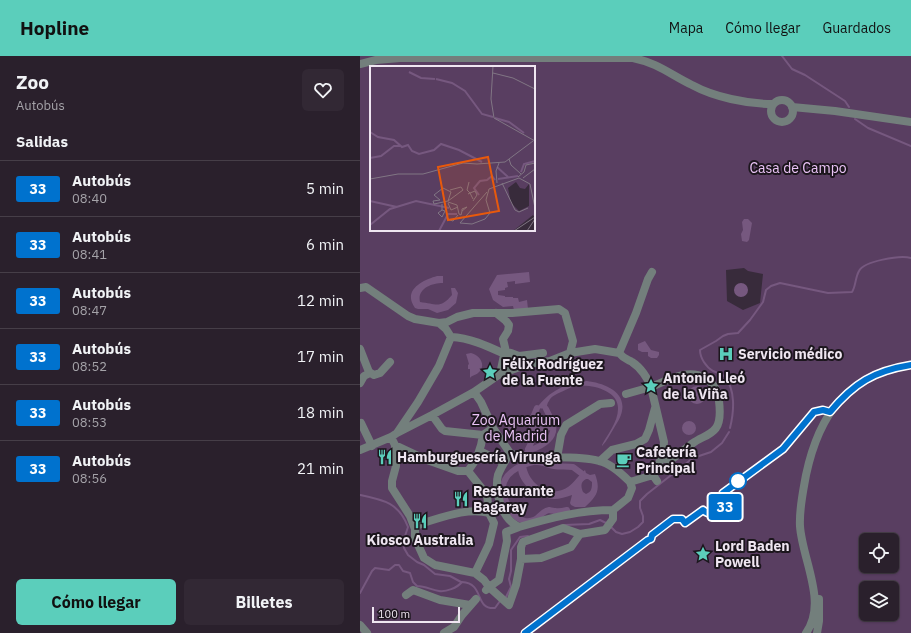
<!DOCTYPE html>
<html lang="es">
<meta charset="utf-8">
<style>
:root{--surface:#2a202c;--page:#322834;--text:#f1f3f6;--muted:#a5a3a9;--line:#463e48;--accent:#5bcebb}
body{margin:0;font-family:"IBM Plex Sans",sans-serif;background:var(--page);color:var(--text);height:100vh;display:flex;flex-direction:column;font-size:15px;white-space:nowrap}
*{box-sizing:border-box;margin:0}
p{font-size:13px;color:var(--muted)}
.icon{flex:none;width:22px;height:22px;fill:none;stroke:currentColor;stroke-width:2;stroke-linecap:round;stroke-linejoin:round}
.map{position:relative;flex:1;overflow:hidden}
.side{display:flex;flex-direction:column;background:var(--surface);width:360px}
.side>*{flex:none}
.badge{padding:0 8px;border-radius:3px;font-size:14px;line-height:26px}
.controls{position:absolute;left:499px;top:477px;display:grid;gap:8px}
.controls a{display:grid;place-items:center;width:40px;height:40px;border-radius:6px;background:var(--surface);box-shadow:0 1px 3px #0004,0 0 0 1px var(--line);font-size:20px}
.scale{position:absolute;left:12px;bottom:10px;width:88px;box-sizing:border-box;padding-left:4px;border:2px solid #efe6f1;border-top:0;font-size:11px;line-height:14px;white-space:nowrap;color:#efe6f1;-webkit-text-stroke:3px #1c161d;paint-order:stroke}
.map>.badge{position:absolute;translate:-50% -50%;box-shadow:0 0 0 2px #fff}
h2{padding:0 16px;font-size:15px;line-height:36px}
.round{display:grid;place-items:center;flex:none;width:42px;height:42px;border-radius:6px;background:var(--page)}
.headline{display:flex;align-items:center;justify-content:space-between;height:68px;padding:0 16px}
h1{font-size:19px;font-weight:700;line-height:30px}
.button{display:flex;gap:8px;margin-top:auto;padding:8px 16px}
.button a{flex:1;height:46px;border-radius:6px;background:var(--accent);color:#111;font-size:16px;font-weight:700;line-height:46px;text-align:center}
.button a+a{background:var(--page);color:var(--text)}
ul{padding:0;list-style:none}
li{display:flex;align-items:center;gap:12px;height:56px;padding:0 16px;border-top:1px solid var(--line)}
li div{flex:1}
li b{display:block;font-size:15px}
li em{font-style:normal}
li .badge{min-width:44px;font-weight:700;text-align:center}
header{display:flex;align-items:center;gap:24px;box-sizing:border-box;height:56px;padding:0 20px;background:var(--accent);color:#111}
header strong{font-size:19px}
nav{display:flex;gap:22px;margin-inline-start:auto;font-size:14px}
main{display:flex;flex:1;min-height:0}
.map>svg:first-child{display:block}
.green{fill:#593e61;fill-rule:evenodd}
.water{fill:#76587f;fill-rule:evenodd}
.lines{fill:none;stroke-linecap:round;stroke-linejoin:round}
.stream{stroke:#76587f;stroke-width:2}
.canal{stroke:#76587f;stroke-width:6}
.minor{stroke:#737f7c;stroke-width:8}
.line-casing{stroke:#fff;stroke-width:9}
.line{stroke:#0072ce;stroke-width:6}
.stop-dot{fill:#fff;stroke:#0072ce;stroke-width:2}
.labels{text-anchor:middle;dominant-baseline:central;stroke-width:4;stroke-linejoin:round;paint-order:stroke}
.park-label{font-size:14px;fill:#ebc4f7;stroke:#1c161d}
.poi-label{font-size:14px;font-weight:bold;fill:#efe6f1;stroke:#1c161d;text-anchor:start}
.inset-river{fill:none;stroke:#76587f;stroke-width:2}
.inset-road{fill:none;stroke:#817684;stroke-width:1}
.view{fill:#e8590c;fill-opacity:0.15;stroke:#e8590c;stroke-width:2}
.inset-edge{fill:none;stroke:#efe6f1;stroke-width:2}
</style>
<header>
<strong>Hopline</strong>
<nav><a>Mapa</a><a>Cómo llegar</a><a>Guardados</a></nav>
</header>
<main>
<section class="side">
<div class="headline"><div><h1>Zoo</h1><p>Autobús</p></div><a class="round"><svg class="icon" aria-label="heart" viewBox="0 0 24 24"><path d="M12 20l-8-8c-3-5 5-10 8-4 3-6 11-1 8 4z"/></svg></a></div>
<h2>Salidas</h2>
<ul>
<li><span class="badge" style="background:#0072ce;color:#fff">33</span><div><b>Autobús</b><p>08:40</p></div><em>5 min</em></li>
<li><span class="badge" style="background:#0072ce;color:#fff">33</span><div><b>Autobús</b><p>08:41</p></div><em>6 min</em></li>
<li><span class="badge" style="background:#0072ce;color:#fff">33</span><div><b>Autobús</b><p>08:47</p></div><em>12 min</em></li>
<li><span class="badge" style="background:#0072ce;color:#fff">33</span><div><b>Autobús</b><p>08:52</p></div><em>17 min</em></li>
<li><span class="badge" style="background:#0072ce;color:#fff">33</span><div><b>Autobús</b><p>08:53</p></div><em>18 min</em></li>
<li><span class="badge" style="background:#0072ce;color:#fff">33</span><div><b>Autobús</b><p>08:56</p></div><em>21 min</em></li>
</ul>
<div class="button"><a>Cómo llegar</a><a>Billetes</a></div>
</section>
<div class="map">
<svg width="551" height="577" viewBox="0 0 551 577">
<rect width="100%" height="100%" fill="#382b3b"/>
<path class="green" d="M0,0H551V577H0ZM11,11H174V174H11ZM384,212L388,215L403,218L400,247L383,254L367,245L366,214ZM506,484H532V510H506ZM506,532H532V558H506Z"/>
<path class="water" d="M384,163H388L392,167L389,184L387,186L382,185L381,178L383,174L382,166Z
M169,216L170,226L155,228V225L147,226L148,231L145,232V234L138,235V239L145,240V241H153V242H158L159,246L167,244L168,253L154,254L153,250L143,251L133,244L129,233L137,219Z
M77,220H83V227C71,227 57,233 60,246C77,248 80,253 92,239L91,232H95L98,237L96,247L88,254L77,257L68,253H58L55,252C42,234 63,224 77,220Z
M374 234a7 7 0 1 1 14 0a7 7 0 1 1-14 0Z
M285,285L291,294L299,296V299L297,302H291L288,300V296H282L278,294V288Z
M111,297C120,299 127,310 118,317C116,319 112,319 110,322V313H108V309L109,308L106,298Z
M227,325C243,327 266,335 262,355C261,361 257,367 254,372C250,378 247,385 242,390V389C247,379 258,366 258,353C259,335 233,328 218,330C212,330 206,334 201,336C197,338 191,340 189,345C187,347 187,351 186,353L177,352C188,336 207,326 227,325Z
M328 339a9 9 0 1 1 18 0a9 9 0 1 1-18 0Z
M146,363L154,371V376L152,378L147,376L143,365Z
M322 372a7 7 0 1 1 14 0a7 7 0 1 1-14 0Z
M168,393L170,394C168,399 166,404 166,409C168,426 186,440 202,434C212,431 217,420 225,414L226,417L230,419L235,418C241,434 237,440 225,451H215L211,449L210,447L212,439C206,441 200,443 194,443C174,442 149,421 161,400C163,397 164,395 168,393ZM226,423H228L232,426C232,431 232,436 226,438L223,436C221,431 220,426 226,423Z"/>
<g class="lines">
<path class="stream" d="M422,0L432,13L445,19L485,45L489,51
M495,63L508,72L551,90
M370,372C374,356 376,333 364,320C361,317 357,317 353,315C346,311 340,302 340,294L356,285L363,280L368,278L378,277L390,264L403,246L406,234L411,230L420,227L468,237L492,236C496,230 495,222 499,215C504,205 540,199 551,202
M0,439C24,444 39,447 48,471L44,483V492L48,499L57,506L64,509L75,518L90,520L101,526
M204,469L229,468L240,464L248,468
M251,471L256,476L262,478L270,476L278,471L283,466V460L280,452V445L287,438L333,402L351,396L362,387L369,376
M0,537L12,515L15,512L29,514L35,509H39L43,515L50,517L53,526L57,530C66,530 71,534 79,535C86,536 97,532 102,526C125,527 114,554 135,552L140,545
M145,543L151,531L149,523L151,515V494L160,481L168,480"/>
<path class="canal" d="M172,364L185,365L190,363
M172,371L184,373L193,370
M168,393L173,383L172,364L177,352
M170,394C183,390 198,381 192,365C190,361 188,357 186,353
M207,454C203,455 199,456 195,455C194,455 189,454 189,454C180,455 179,467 165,465C156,463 151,457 148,449C146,445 143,440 143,435C141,418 160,409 173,406C180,405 188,409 194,410C200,411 207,410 213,411L221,417"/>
<path class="minor" d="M0,8L16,4L40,2H273C298,7 311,19 332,29C354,41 387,48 413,48
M411 55a11 11 0 1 1 22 0a11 11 0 1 1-22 0Z
M432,51L475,55L551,66
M0,232L6,231L48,260L55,263L79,267L86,273L91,281L79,310L58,346L37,377L31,381L0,394
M136,257L146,265L149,269L148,275L143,283L147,300
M91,281C118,282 143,299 168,308
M0,293L9,316L14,319L20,317L30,306
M151,297L159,300L183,297
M210,297L235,293L259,297
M140,318L144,299
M0,327L4,320L10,317
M114,336L121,346L133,372L150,397L159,401
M266,338L291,331C288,322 280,311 272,306C266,303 264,303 259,297L276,257L288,223L292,216
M72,359L82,373L85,375L123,379L133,372
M1,367L12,390
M37,377L72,359L114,336L140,318L168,308L190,305L210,297L213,285L205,257L199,253L152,257H113L97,261L87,266L79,267
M31,381L35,389L67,404L98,415H108L127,439L129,457L134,467L129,488L115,517L124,524L129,531L139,524L147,485L146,476L159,471
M35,389L36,410L32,425V432L50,460L55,473L57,470L63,467C83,461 109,451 129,457
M120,395L144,407
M150,397C146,404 141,411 138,419C135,431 139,451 147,461C150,466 154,468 159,471C190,462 220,454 253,454
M197,402L201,379L206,369L240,348L251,347
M169,403L175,401C194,402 222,400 239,405C250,407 262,418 270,426
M240,405L252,394L276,388L285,383L289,374L295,352
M108,415C117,404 121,394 123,379
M297,425L293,419L302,401L309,405C318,399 325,393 333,387C341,381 350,380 356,372C361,365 360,353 359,345C358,336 354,327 345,322C328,312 308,324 291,331L304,386L302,401
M55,473V482L64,502L75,509L115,517
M220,478L245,474L253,463V454L268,442L272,432L270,426L293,419
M126,534L129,531L149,549L156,529L161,503L181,502L211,491L220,478L203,472L163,486L161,491V503
M46,539L53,534L80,544L110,549
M0,569L7,577
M84,577L94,571L102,559L116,543
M446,577C468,547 442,503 440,470C439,453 443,436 446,419C459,358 487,319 551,309
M457,577L459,565V543"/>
</g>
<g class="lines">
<g class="line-casing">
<path id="line" d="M165,577L288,484L291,483L292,479L313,463H322L325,467L343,454C356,465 371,453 363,437L423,393L454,356L463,354L470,356C494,327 514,315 551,309"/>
</g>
<use href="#line" class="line"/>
</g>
<defs>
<g id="hospital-bare" transform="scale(1.2)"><path d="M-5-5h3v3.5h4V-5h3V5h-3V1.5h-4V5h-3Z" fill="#5bcebb" stroke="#1c161d" stroke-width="2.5" paint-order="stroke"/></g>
<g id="sight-bare" transform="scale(1.2)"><path d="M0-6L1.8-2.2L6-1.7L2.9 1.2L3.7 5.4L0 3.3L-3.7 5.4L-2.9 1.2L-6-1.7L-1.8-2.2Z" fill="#5bcebb" stroke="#1c161d" stroke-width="2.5" paint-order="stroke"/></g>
<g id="restaurant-bare" transform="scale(1.2)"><path d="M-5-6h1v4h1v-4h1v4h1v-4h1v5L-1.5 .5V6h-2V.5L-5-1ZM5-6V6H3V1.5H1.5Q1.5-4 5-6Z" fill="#5bcebb" stroke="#1c161d" stroke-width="2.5" paint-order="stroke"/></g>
<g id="cafe-bare" transform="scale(1.2)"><path d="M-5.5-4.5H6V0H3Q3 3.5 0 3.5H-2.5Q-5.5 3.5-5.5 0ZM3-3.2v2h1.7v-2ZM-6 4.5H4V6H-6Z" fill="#5bcebb" stroke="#1c161d" stroke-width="2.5" paint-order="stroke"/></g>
</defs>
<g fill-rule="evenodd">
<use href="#hospital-bare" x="366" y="298"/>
<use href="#sight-bare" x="130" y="316"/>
<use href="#sight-bare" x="291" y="330"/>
<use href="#restaurant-bare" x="25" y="401"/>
<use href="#cafe-bare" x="264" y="404"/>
<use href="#restaurant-bare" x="101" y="443"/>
<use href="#restaurant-bare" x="60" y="465"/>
<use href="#sight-bare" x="343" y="498"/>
</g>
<circle class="stop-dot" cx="378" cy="425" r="8"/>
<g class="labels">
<g class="park-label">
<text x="438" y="112">Casa de Campo</text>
<text x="156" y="364">Zoo Aquarium<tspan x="156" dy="16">de Madrid</tspan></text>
</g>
<g class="poi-label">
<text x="378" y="298">Servicio médico</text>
<text x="142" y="308">Félix Rodríguez<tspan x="142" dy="16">de la Fuente</tspan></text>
<text x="303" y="322">Antonio Lleó<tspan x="303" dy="16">de la Viña</tspan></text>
<text x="276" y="396">Cafetería<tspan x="276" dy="16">Principal</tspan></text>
<text x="37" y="401">Hamburguesería Virunga</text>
<text x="113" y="435">Restaurante<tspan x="113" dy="16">Bagaray</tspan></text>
<text x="60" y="484" text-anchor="middle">Kiosco Australia</text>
<text x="355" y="490">Lord Baden<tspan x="355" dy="16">Powell</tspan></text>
</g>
</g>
<g transform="translate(10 10)">
<rect width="165" height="165" fill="#382b3b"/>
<path d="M0,0H165V152L163,149L143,165H0ZM146,116L150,122L155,123L159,118V140L149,145L141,137L138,122Z" fill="#593e61" fill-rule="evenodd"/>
<path class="inset-river" d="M39,6L51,12L65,13M66,13L82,17L95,25L112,48L123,51M125,52L139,56L154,67M0,66L8,71L24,74L32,81L38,79L42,85L49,88L64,84L71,78L89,84L112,96M0,92L11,90L24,80H30M127,101L138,111M151,106L154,98L165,95M128,113L148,110M109,129L104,122L110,115L117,114L122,110L125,114M0,135L27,141M0,159L20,143L46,135L79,142M69,165L78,148H87"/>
<path class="inset-road" d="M123,0L121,33L124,52L165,75M123,7L143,12L165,23M139,93L141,99L151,108M107,98L135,96L163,75M148,111L154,106L156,99L165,97M153,112L165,103M0,113L28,108H53L93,97L107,98M127,117L126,105L129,97M132,117L145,144L149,146L158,142M73,122L81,126L78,135L64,138L63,135L70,134L64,129ZM98,128L100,127L97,124L99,116M78,135L93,124L91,121L80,124M103,135L107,129L105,125L100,127L103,133M78,136L87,139L89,148M78,137L81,144L88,141M72,144L75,145L72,151L68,147L72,144V138M89,148L91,149L92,145L97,141L92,143V145M77,153L83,155L88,149M90,157L102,158L115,153L120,147L116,134L119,123L149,112L160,118L165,142M90,157L117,126M144,165L165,151M157,165L165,153"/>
<path class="view" d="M118,91L129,145L78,154L68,101Z"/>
<rect width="165" height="165" class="inset-edge"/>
</g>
</svg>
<div class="controls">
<a><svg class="icon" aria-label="locate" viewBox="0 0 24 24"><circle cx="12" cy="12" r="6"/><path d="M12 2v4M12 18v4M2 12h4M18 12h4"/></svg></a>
<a><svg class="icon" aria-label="layers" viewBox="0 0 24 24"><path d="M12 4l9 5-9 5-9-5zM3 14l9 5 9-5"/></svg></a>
</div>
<div class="scale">100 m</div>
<b class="badge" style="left:365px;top:451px;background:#0072ce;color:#fff">33</b>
</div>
</main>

⁂

= Exercise brief =
Only the lines above that include the word "controls" belong in the answer; copy each one.

= Result of the exercise =
.controls{position:absolute;left:499px;top:477px;display:grid;gap:8px}
.controls a{display:grid;place-items:center;width:40px;height:40px;border-radius:6px;background:var(--surface);box-shadow:0 1px 3px #0004,0 0 0 1px var(--line);font-size:20px}
<div class="controls">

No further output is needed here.